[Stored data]

--*--

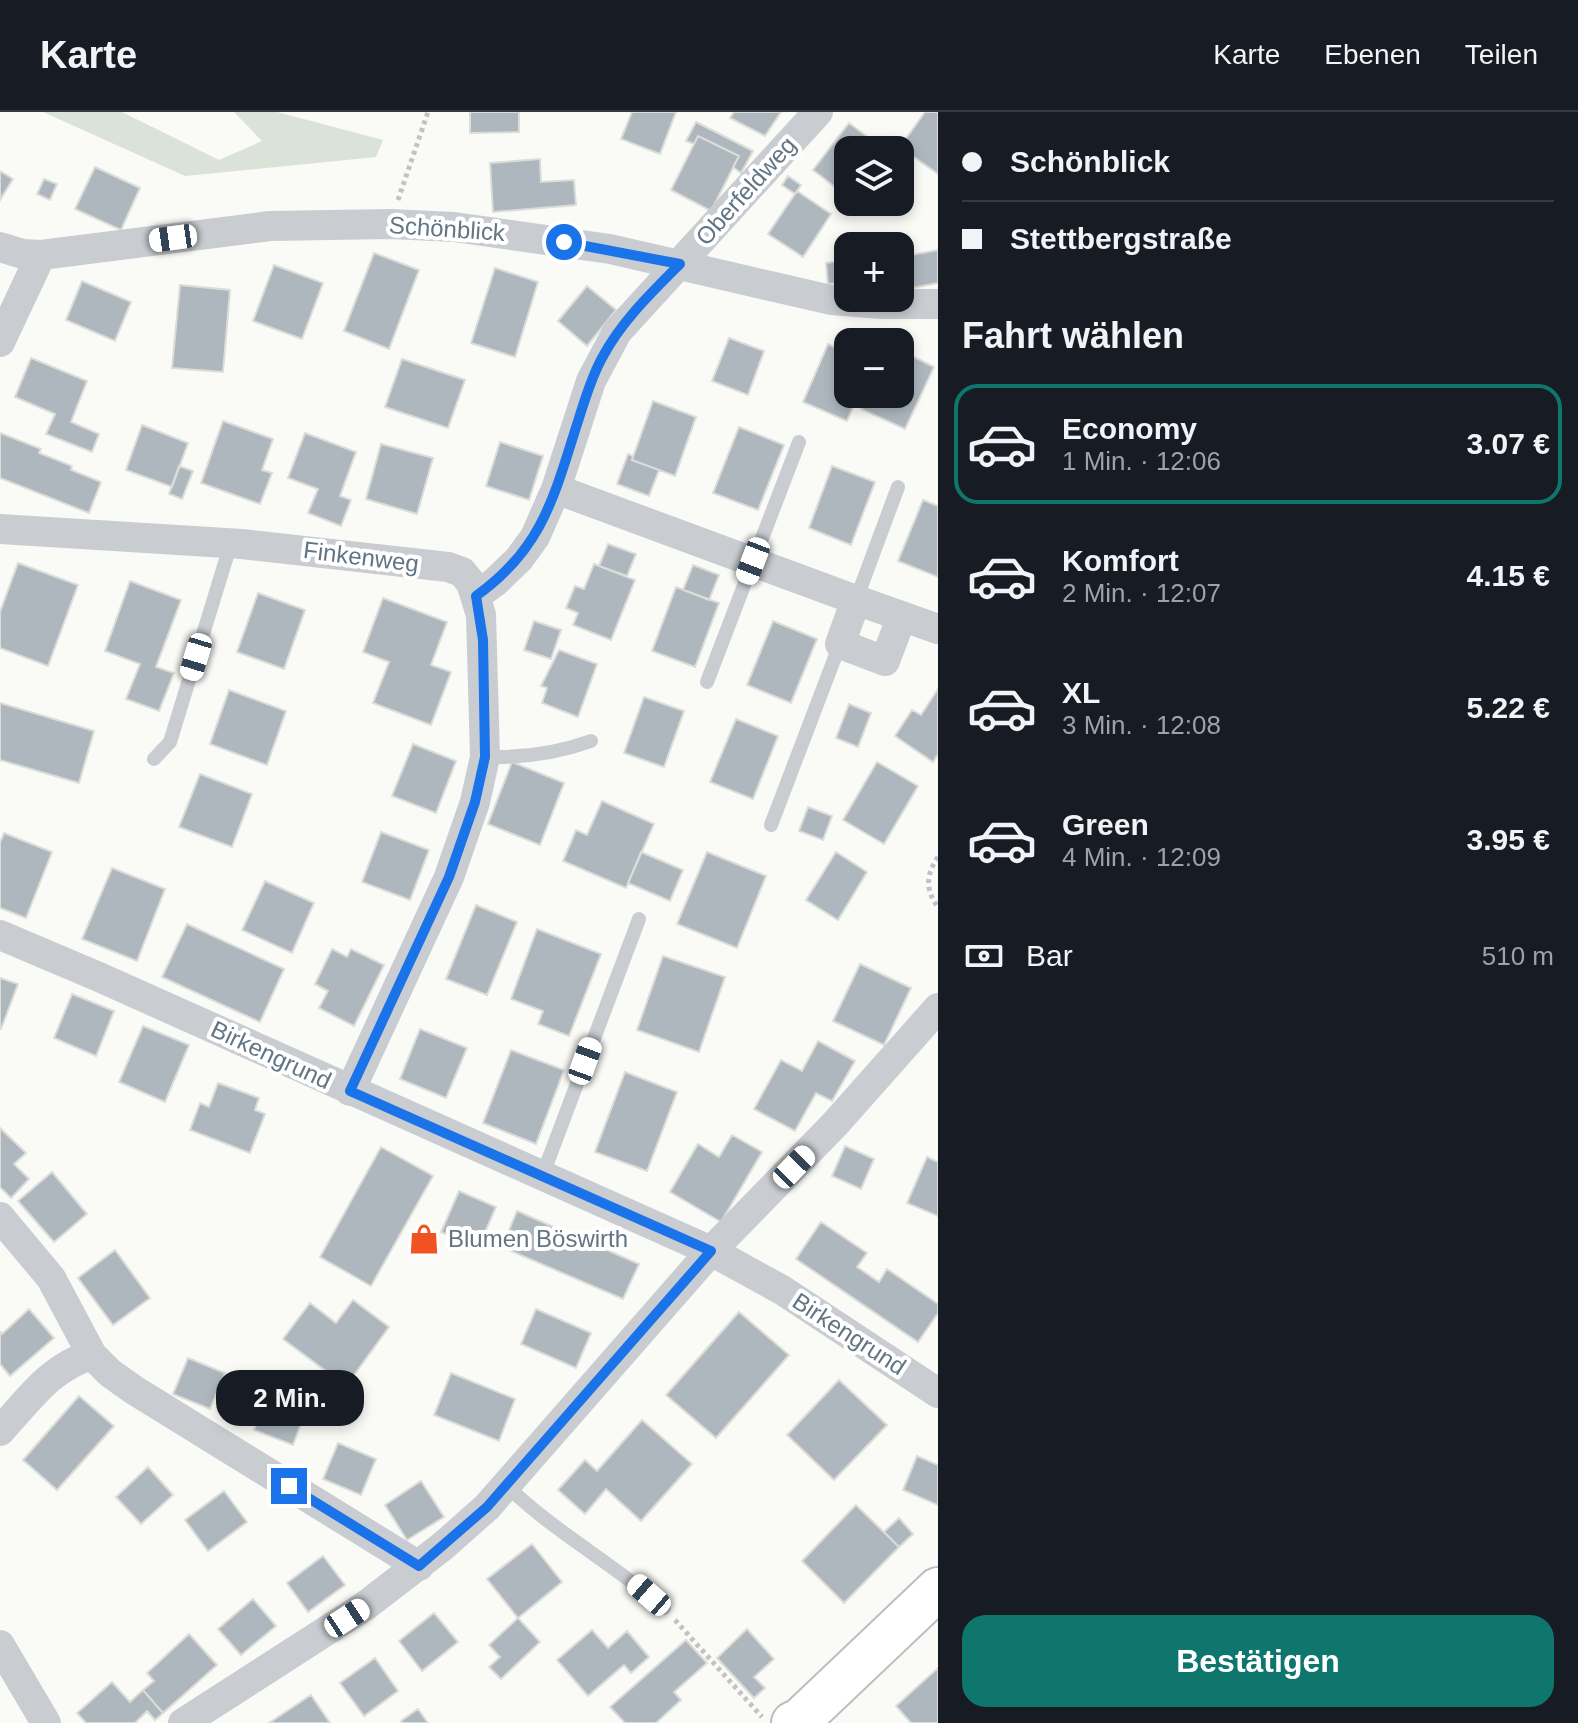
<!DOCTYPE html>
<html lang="de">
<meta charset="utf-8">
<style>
body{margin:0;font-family:Helvetica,sans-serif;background:#20242c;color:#f1f3f6;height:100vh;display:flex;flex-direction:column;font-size:30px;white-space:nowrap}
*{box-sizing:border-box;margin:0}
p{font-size:26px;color:#9ea1a6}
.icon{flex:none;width:44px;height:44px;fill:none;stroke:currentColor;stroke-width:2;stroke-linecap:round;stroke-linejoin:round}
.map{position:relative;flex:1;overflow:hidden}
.side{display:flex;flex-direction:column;background:#171b24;width:640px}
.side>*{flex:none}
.hud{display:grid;align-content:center;height:176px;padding:0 24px;background:#171b24}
.controls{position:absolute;left:834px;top:24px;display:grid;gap:16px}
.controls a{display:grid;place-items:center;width:80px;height:80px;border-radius:16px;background:#171b24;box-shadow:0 4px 12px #0003;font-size:40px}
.end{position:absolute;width:36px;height:36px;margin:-18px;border:10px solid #1a73e8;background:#fff;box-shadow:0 0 0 4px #fff}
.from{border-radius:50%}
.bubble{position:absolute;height:56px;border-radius:24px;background:#171b24;box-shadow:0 4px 12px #0003;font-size:26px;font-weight:800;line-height:56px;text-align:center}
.car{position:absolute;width:24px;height:48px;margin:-24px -12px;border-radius:10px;box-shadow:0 0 6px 2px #0007;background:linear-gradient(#fff 24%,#345 0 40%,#fff 0 76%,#345 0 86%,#fff 0)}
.hud b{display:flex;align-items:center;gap:28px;height:76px;font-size:30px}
.hud b+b{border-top:2px solid #363941}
.hud i{width:20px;height:20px;background:#f1f3f6}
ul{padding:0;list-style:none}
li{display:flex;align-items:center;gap:24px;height:120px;margin:0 16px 12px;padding:0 8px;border:4px solid transparent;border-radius:24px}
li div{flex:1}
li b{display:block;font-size:30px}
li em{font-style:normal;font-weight:800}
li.active{border-color:#0f766e}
li>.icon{width:72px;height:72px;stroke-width:1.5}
h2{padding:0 24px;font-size:36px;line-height:96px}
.pay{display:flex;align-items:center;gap:20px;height:88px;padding:0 24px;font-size:30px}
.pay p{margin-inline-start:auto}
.action{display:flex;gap:16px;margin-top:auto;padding:16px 24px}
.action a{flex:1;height:92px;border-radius:24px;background:#0f766e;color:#fff;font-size:32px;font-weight:800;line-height:92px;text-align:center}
header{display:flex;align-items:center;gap:48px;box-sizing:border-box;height:112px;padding:0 40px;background:#171b24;border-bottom:2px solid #363941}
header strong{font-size:38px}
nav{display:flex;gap:44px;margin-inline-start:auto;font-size:28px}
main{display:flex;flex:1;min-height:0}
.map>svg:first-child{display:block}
</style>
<header>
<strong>Karte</strong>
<nav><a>Karte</a><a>Ebenen</a><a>Teilen</a></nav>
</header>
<main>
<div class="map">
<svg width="938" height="1611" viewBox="0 0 938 1611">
<rect width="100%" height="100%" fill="#fafaf7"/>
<path fill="#dbe2d8" d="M 43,0 L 122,0 L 219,48 L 262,29 L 234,0 L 277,0 L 383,28 L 376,45 L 185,64 Z"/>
<path fill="#adb7bd" stroke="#dcdcd9" stroke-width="2" d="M 470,0 L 519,0 L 519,20 L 470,21 Z
M 632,0 L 676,0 L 660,42 L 621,27 Z
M 734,0 L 781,0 L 765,24 L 730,6 Z
M 925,0 L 938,0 L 938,62 L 900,35 Z
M 696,10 L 753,39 L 741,61 L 733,55 L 739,44 L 698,24 L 694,32 L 686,29 Z
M 849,11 L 885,38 L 848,38 L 848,85 L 813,58 Z
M 698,24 L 739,44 L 711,99 L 671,78 Z
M 540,47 L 541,70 L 574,68 L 576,93 L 493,100 L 490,51 Z
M 95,55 L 140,76 L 121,118 L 75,97 Z
M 0,59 L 13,67 L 0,88 Z
M 788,64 L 801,73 L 795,82 L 782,73 Z
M 44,67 L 57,72 L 50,88 L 37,82 Z
M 797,79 L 831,102 L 803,145 L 768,122 Z
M 878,125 L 879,134 L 848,134 L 848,170 L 828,172 L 826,151 L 841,149 L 838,129 Z
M 938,138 L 938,171 L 912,176 L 906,144 Z
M 374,141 L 419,158 L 389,237 L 344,219 Z
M 274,153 L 323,171 L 302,227 L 253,209 Z
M 495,156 L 538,170 L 515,245 L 471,231 Z
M 82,169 L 131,190 L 115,229 L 66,208 Z
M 180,173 L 230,178 L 223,260 L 172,256 Z
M 587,174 L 616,198 L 587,234 L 558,209 Z
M 729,226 L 764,239 L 748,283 L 712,269 Z
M 828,232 L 848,241 L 848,282 L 859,282 L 847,309 L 803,290 Z
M 900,238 L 934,255 L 905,317 L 861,297 L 868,282 L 900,282 Z
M 31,246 L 87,269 L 71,310 L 99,322 L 92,340 L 46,322 L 55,302 L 15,285 Z
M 402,247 L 465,268 L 448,316 L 385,295 Z
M 653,289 L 696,305 L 675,364 L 632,348 Z
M 223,309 L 273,327 L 262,358 L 272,361 L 260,392 L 201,371 Z
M 142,313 L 188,331 L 172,375 L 126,358 Z
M 739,315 L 784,333 L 758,398 L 713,381 Z
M 0,321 L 41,337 L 39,341 L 72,354 L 71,358 L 101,370 L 89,401 L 0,366 Z
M 305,321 L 356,340 L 340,384 L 351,388 L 341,414 L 308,401 L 318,377 L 288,366 Z
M 500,330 L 543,344 L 529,388 L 486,374 Z
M 381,332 L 433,346 L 417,402 L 366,387 Z
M 628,342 L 633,344 L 632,348 L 659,358 L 649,384 L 617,372 Z
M 179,354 L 193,359 L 182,387 L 169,382 Z
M 832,354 L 875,370 L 851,433 L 809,416 Z
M 923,388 L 938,394 L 938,465 L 898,449 Z
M 608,432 L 636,442 L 627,464 L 599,454 Z
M 18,451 L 78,473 L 48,554 L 0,536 L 0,500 Z
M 594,452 L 635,468 L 611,528 L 573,513 L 578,501 L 566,496 L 575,474 L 584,477 Z
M 693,453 L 719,463 L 709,488 L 683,478 Z
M 130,469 L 181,488 L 156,555 L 174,561 L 159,599 L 126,587 L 140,552 L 105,539 Z
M 676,475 L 719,491 L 695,555 L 652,539 Z
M 258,481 L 305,498 L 284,557 L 237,540 Z
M 383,486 L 447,510 L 431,553 L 451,560 L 431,613 L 373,591 L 389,550 L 363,540 Z
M 534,509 L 561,518 L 551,547 L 524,538 Z
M 773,509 L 817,527 L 791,591 L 747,573 Z
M 559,538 L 597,552 L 578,605 L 542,591 L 547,576 L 541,574 Z
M 938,577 L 938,642 L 933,650 L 895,624 L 912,598 L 921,603 Z
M 229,578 L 286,599 L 267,653 L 210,632 Z
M 644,585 L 684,599 L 664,655 L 624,641 Z
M 0,591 L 94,619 L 79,671 L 0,648 Z
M 849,592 L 871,601 L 858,635 L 836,626 Z
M 736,607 L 778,624 L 753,687 L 710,670 Z
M 413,632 L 456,649 L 436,701 L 392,684 Z
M 512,650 L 564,671 L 540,733 L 488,712 Z
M 877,650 L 918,674 L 884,732 L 843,708 Z
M 200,662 L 252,682 L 232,735 L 179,715 Z
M 602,689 L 654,712 L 626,776 L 563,749 L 576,718 L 587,723 Z
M 808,695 L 832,704 L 823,728 L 799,719 Z
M 381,720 L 429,738 L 410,788 L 362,770 Z
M 4,721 L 52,740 L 26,806 L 0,796 L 0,731 Z
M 641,740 L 683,758 L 670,789 L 628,771 Z
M 707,740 L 766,764 L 737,836 L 677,812 Z
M 836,740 L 867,760 L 838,808 L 806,788 Z
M 112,756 L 165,777 L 137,849 L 82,827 Z
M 265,769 L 314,791 L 292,841 L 242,818 Z
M 476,793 L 517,810 L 487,883 L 446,867 Z
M 187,812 L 284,857 L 260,910 L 162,865 Z
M 537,817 L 601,842 L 569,924 L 538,912 L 543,899 L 511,887 Z
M 332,837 L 347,845 L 351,837 L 384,853 L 354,914 L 319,896 L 328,879 L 315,872 Z
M 663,844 L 725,865 L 699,940 L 637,918 Z
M 860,852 L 911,876 L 884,933 L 833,909 Z
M 0,866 L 18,872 L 1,917 L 0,917 Z
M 72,882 L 114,899 L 96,944 L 54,926 Z
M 143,914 L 189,933 L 165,990 L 119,970 Z
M 420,917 L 467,936 L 446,986 L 400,967 Z
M 818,929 L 855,949 L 832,989 L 816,981 L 795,1019 L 754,997 L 781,948 L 802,959 Z
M 511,938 L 564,958 L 536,1032 L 483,1011 Z
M 625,960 L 677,980 L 647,1059 L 595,1040 Z
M 218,971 L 259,986 L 255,998 L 265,1002 L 250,1041 L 190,1018 L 200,991 L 209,995 Z
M 0,1016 L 26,1041 L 14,1052 L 29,1067 L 11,1086 L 0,1075 Z
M 732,1023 L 762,1040 L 721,1110 L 670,1080 L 698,1032 L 719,1045 Z
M 845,1034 L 874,1047 L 861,1077 L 832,1064 Z
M 381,1035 L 433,1064 L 371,1174 L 320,1145 Z
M 927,1045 L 938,1050 L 938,1104 L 907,1091 Z
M 52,1060 L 87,1102 L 54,1130 L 18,1089 Z
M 459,1079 L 496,1095 L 478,1136 L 441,1120 Z
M 517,1099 L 639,1152 L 623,1187 L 502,1135 Z
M 821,1110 L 867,1141 L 857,1155 L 879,1170 L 887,1157 L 938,1192 L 938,1201 L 918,1230 L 796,1147 Z
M 115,1138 L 150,1186 L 113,1213 L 78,1166 Z
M 353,1188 L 389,1215 L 346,1274 L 283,1227 L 310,1191 L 336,1211 Z
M 29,1197 L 54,1226 L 10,1264 L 0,1252 L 0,1220 L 2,1222 Z
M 536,1197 L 591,1221 L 576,1256 L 521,1232 Z
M 739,1200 L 789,1243 L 716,1326 L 666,1283 Z
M 188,1246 L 225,1261 L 210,1297 L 173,1282 Z
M 451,1261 L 515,1287 L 499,1329 L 434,1303 Z
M 839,1268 L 887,1313 L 834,1368 L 787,1323 Z
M 269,1280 L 307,1295 L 293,1333 L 254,1318 Z
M 79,1284 L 114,1314 L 57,1378 L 23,1348 Z
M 642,1308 L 692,1352 L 641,1409 L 606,1377 L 585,1402 L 558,1378 L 585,1348 L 597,1359 Z
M 338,1331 L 376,1347 L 361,1383 L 323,1367 Z
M 917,1344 L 938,1353 L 938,1393 L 903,1378 Z
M 148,1355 L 173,1383 L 141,1412 L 116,1385 Z
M 421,1369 L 444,1405 L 407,1428 L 385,1393 Z
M 224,1379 L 247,1410 L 208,1439 L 185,1408 Z
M 856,1393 L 899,1435 L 844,1491 L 802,1449 Z
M 899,1406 L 913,1422 L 899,1435 L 884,1420 Z
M 532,1432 L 562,1470 L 518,1506 L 487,1467 Z
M 323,1444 L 345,1473 L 308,1500 L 287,1471 Z
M 253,1487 L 276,1514 L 241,1543 L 218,1517 Z
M 434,1501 L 458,1530 L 422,1559 L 399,1529 Z
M 518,1506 L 540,1530 L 501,1567 L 489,1555 L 500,1545 L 489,1533 Z
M 747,1517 L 774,1547 L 754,1565 L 765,1576 L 754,1586 L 717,1546 Z
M 592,1518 L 608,1536 L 627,1519 L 649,1545 L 631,1561 L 624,1553 L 588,1584 L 557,1548 Z
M 189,1522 L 217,1553 L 163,1601 L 143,1578 L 154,1569 L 147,1561 Z
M 686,1528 L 707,1551 L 674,1580 L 681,1588 L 656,1611 L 625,1611 L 610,1595 Z
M 375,1546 L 398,1579 L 364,1604 L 340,1571 Z
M 938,1556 L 938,1611 L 911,1611 L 896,1594 Z
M 112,1570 L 130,1590 L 143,1578 L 163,1601 L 155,1608 L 147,1599 L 135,1611 L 86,1611 L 77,1601 Z
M 311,1583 L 330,1611 L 269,1611 Z
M 418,1597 L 428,1611 L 403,1611 L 401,1609 Z"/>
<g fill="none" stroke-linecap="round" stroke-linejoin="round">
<g stroke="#b9bfc4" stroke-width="46">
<path id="secondary" d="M 793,1611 L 800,1608 L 938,1477"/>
</g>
<path stroke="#c0c3c5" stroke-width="5" stroke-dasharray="4 4" stroke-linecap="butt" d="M 398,88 L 428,0
M 938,745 C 926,762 925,778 938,795
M 675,1508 L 762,1605"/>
<path stroke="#c9cdd1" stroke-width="14" d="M 856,488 L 898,375
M 707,570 L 799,330
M 485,645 C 522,646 555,642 591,629
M 154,647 L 170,630 L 231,431
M 771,713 L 840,532
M 543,1062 L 639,807
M 506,1373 C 554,1420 614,1452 664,1496"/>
<path stroke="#c9cdd1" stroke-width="30" d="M 0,135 L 23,142 L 41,143 L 270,114 L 390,112 L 454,115 L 610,137 L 831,188 L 880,192 L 938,192
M 0,230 L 41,143
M 556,377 L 856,488
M 0,417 L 242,432 L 448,455 L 462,460 L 471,471 L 481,503 L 485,645 L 475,690 L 449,765 L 350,979
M 476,484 L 495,470 L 519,447 L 535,425 L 556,377 L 591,269 L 617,220 L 818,0
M 902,504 L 885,549 L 840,532 L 856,488 L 938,517
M 0,823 L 99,865 L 711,1139 L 782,1178 L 938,1281
M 0,1105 L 51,1166 L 92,1243
M 0,1319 C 29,1288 50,1255 92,1243 L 110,1261 L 134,1278 L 419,1454
M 0,1533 L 46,1611
M 183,1611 L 365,1494 L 443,1434 L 487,1395 L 711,1139 L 835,1012 L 938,896"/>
<use href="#secondary" stroke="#fff" stroke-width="42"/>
</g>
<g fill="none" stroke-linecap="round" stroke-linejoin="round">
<path stroke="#1a73e8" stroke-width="10" d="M 289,1374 L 419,1454 L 487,1395 L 711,1139 L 350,979 L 449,765 L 475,690 L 485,645 L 483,528 L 476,484 C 545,435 555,380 580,303 C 586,284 592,264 602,246 C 621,210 651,181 680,152 L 564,130"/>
</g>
<defs>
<g id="shop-bare" transform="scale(2.4)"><path d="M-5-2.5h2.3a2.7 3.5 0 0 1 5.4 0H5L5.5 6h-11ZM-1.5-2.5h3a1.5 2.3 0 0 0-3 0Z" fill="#f05221" stroke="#fff" stroke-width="2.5" paint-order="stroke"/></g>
</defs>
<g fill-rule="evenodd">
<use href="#shop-bare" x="424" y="1127"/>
</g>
<g text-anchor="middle" stroke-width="8" stroke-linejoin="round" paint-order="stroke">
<g font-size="24" fill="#627585" stroke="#fff">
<text transform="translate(746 79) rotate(-48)" y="8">Oberfeldweg</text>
<text transform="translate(447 117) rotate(4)" y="8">Schönblick</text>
<text transform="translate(361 445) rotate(7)" y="8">Finkenweg</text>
<text transform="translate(271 943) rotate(25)" y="8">Birkengrund</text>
<text transform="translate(849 1222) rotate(33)" y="8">Birkengrund</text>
</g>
<g font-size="24" fill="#627585" stroke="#fff" text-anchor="start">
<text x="448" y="1135">Blumen Böswirth</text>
</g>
</g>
</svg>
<div class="controls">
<a><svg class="icon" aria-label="layers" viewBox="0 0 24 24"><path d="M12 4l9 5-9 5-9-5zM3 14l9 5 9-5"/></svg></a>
<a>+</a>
<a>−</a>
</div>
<i class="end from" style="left:564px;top:130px"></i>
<i class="end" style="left:289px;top:1374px"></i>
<div class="bubble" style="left:216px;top:1258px;width:148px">2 Min.</div>
<i class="car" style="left:173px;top:126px;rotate:262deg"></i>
<i class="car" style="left:753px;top:449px;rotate:201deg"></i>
<i class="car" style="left:196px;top:545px;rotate:197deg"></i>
<i class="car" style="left:585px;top:949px;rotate:20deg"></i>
<i class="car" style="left:794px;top:1055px;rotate:44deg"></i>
<i class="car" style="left:649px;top:1483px;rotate:311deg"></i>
<i class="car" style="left:347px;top:1506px;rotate:57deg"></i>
</div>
<section class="side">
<div class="hud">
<b><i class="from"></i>Schönblick</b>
<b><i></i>Stettbergstraße</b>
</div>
<h2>Fahrt wählen</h2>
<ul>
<li class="active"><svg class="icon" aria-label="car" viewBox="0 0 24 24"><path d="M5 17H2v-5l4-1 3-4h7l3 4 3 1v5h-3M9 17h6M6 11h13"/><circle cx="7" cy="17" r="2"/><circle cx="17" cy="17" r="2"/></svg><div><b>Economy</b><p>1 Min. · 12:06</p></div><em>3.07 €</em></li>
<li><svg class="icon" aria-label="car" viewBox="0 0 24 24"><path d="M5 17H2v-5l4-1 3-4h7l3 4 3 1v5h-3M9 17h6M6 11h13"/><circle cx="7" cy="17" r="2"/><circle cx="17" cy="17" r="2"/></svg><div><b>Komfort</b><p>2 Min. · 12:07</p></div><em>4.15 €</em></li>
<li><svg class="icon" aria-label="car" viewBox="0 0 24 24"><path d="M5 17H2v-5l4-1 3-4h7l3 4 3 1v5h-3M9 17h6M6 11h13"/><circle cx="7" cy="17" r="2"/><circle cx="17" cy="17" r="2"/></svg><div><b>XL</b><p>3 Min. · 12:08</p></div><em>5.22 €</em></li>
<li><svg class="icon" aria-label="car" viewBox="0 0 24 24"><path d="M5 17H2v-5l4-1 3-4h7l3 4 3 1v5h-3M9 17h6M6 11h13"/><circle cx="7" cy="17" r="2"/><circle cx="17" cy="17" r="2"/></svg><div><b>Green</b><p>4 Min. · 12:09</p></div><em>3.95 €</em></li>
</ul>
<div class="pay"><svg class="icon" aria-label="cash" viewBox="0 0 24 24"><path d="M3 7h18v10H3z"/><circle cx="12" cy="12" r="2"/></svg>Bar<p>510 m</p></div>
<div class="action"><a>Bestätigen</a></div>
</section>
</main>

--*--

> _Instructions for the task_
If a line of the data contains the string "auto", count it; then give the total alone.

> _Written solution_
3